Out of all this reading including several signs of power, it is this that draws my attention because I’m an introvert.
In case you can’t tell I like to spend hours sitting at my computer writing. I retreat to the corner of a room in a large social gathering. Recently, at a party in Toronto, I used smoking a cigarette as an excuse to go sit on the balcony for a while. Some of the best pics of that party (that I took) are taken by a camera held inside the room through a small vent from the balcony. From outside the room I was reaching through a wall of house plants, like Arte Johnson on Laugh In. “Very innnnnteresting.”
I love parades, I love leading liturgy: deaconing at St Gregory’s Church, or singing in the choir in the Orthodox Cathedral or, God save me, directing the Choir at the Monastery, on Sunday when the regular director is on vacation. I can perform before a a huge group of people. I can entertain a business meeting with a presentation like no body’s business. I look forward to facilitating a discussion group at church this fall.

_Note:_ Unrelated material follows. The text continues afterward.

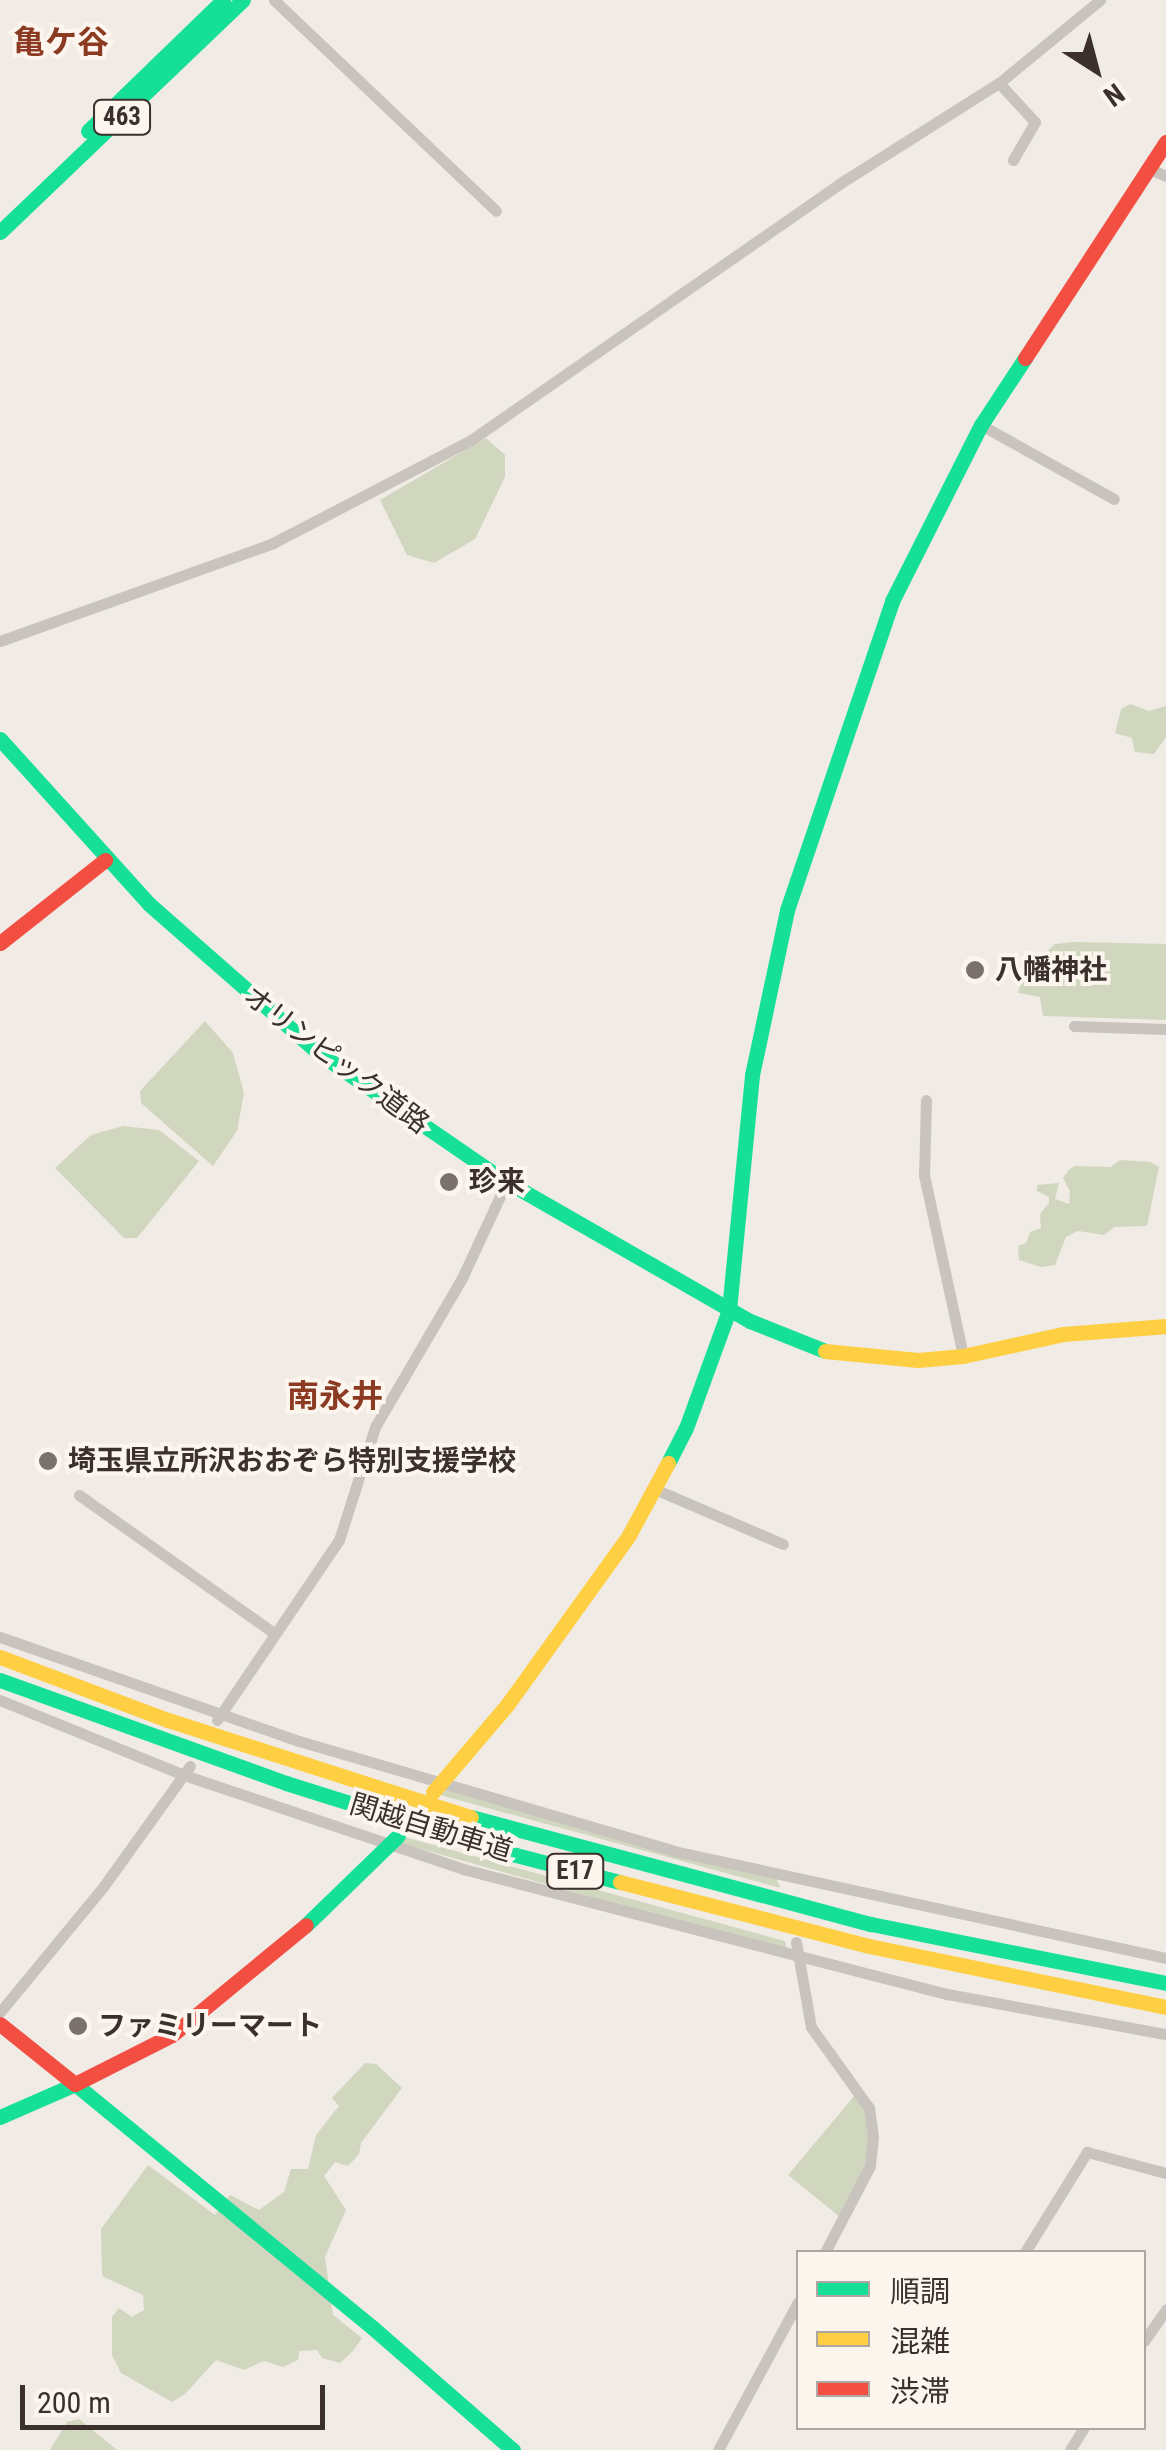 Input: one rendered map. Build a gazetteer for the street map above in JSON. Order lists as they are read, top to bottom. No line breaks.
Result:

Certain, I love Deaconing. I love singing. I love making people laugh at a staff meeting. But then, suddenly, I end up on the end of the dock with my back turned: driving my scooter through a long, wooded and twisty roadway just to be quiet and take some down time. My boyfriend lives 770 miles away. It’s a 12 hour drive which in real time takes 18 hours. During which time of long silence I think nothing describes me so much as Mike Peter’s song, Breathe:
Silver rivers reflect the sun
On black highways I will be done
Mile on mile…of empty heat
I will wait for you…
I will not look back
Chasing shadows all night long
Indian nation… a tattooed arm
Manifest destiny drives my car
I will follow you….
I will not look back
I breathe the air
I watch the sun
Rise and fall
In twenty four hours
I breathe the air
I watch the sun
Rise and fall
In twenty-four hours
I breathe
After deaconing, or after choir directing and after the coffee hour or the pot luck I run home. When the liturgy is over, I need a nap. Last night I visited a very cool church, here in Asheville: The Circle of Mercy. After all the hugging of strangers during the passing of the peace and all the singing with out sheet music, there was an invitation to a pot luck… with strangers!!! Argh. I made my excuses and dashed. Maybe next time.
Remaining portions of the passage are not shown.